Les Bollandistes, puis à partir de 1837, les Petits Bollandistes ont fait un travail d’hagiographes, et non d’historiens. Le texte qui suit n’a donc pas à être considéré comme un document d’histoire, mais d’hagiographie. Voir le site des Bollandistes

 Saint Cybard [1] ou Éparque, solitaire, au diocèse d’Angoulême

581. - Pape : Pélage II. - Roi de France : Childebert II.

Recordatio tenebrarum exteriorum facit non horrere solitudinem.
Le souvenir des ténèbres du monde ôta à la solitude l’horreur qu’elle pourrait inspirer.

S. Bern. Ep. I ad Robertum.

Saint Cybard, une des gloires du diocèse d’Angoulême, naquit en Périgord, vers l’an 504, d’une famille gallo-romaine. Son père s’appelait Félix, et avait aussi le surnom d’Auriolus ; sa mère se nommait Principie [2] et son aïeul paternel Félicissime. Ce dernier avait été établi par Clovis, comte ou gouverneur de Périgueux, lorsqu’à la suite de la bataille de Vouillé (Voulon), ce roi avait délivré tout le midi de la Gaule du joug des Visigoths ariens. Ce fut auprès de ce haut fonctionnaire que le jeune Cybard vint, à l’âge de dix-huit ans, s’initier aux secrets de l’administration ; et sans doute, le vieux comte, en recevant les utiles services de son petit-fils, se flattait de l’avoir un jour pour successeur. Mais les pensées de notre Saint étaient bien éloignées de ce souriant avenir, car plus il voyait le monde et ses plaisirs, et plus il en sentait le dégoût et la vanité, plus aussi il pénétrait dans l’embarras et les difficultés des affaires publiques, et plus sa délicatesse de conscience s’en alarmait, de même que son humilité en fuyait l’éclat et les honneurs. L’état monastique était l’objet de tous ses vœux ; aussi mit-il à profit une circonstance heureuse pour quitter secrètement la ville et la maison paternelle, et aller au monastère de Sessac (Sedaciacum) se jeter aux pieds du saint abbé Martin, le suppliant de l’admettre au nombre de ses religieux. Cette admission n’était pas sans difficulté, à cause de l’opposition de sa famille : mais, dit l’historien contemporain, la miséricorde de Dieu intervint, sans doute en calmant la douleur de ses parents, et en les faisant consentir, quoiqu’à regret, au bonheur de leur fils.

C’était en effet le bonheur que Cybard avait trouvé sous le toit d’un humble monastère ; et les rudes prescriptions de la Règle lui devinrent dès les premiers jours douces et faciles, parce qu’il les observa toujours avec amour et fidélité.

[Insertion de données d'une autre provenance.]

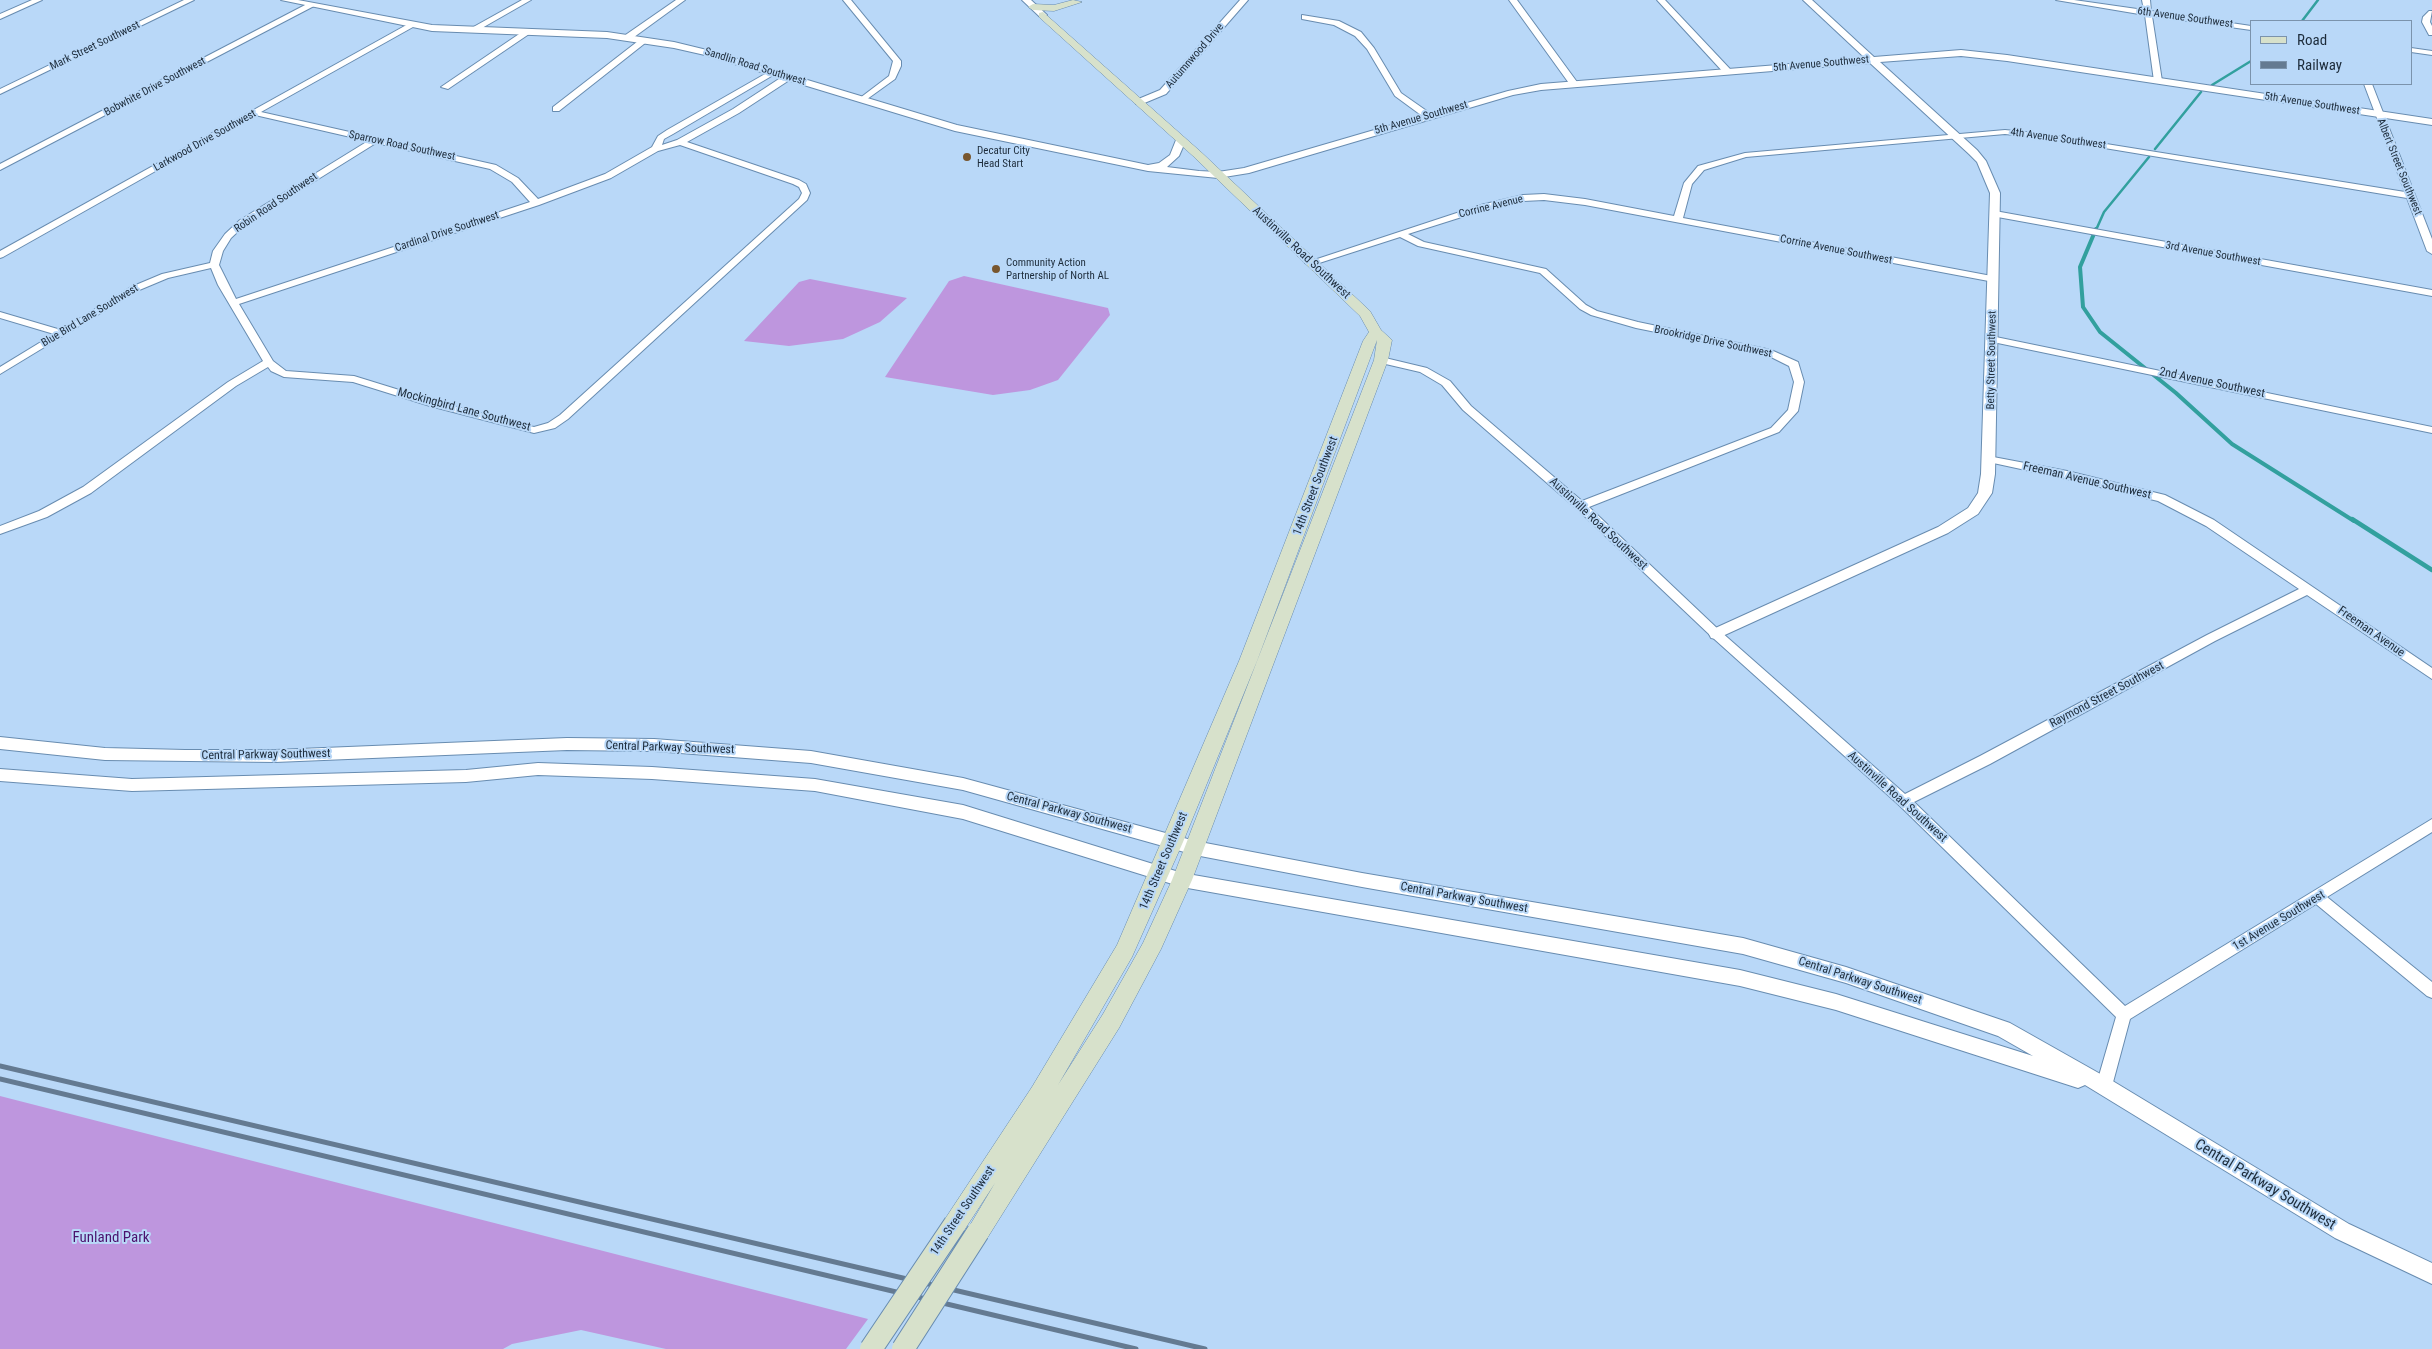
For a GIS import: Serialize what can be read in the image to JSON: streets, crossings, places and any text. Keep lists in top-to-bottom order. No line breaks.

Il avait alors trente-trois ans, et les forces du corps secondant l’ardeur de l’esprit, il acceptait de grand cœur et remplissait vaillamment les rudes travaux auxquels on l’assujettissait. Mais s’il était en cela l’édification des religieux, il n’était pas moins celle des séculiers qui venaient au monastère, car ils voyaient en lui un homme élevé dans le faste et la mollesse des grandes maisons, se couvrir d’un habit pauvre, vaquer aux labeurs de l’agriculture, se contenter, vers la fin du jour, d’un peu de pain et de légumes, et après les fatigues de la journée, donner encore à la prière a meilleure partie de la nuit. Un tel spectacle a toujours été puissant sur les âmes ; et aujourd’hui encore, cette pauvreté et ce travail volontaire qui s’unissent dans les Trappistes à la plus grande austérité de la pénitence monastique, leur concilient notre respect et nos sympathies. Quant à notre Saint, tout entier à ses devoirs, il ne s’étudiait qu’à se rendre inconnu aux hommes, et gémissait devant Dieu de la haute renommée que sa vertu éminente commençait à lui attirer. On disait, en effet, que les animaux se montraient dociles à sa voix, et que ce privilège était la récompensé de sa douceur et de son innocence. Ainsi, il avait été vu arrêtant à la lisière d’un bois une jeune biche qui était venue lui baiser les mains et ne s’était enfuie qu’après avoir reçu sa bénédiction. Une autre fois, c’était un oiseau, une mère posée sur sa tendre couvée, et qui, effrayée à son approche, allait s’envoler, lorsqu’il lui demanda de l’attendre. L’oiseau ne bougea pas, et Cybard put à loisir caresser la mère et les petits, mais, on le présume bien, sans attenter à leur liberté.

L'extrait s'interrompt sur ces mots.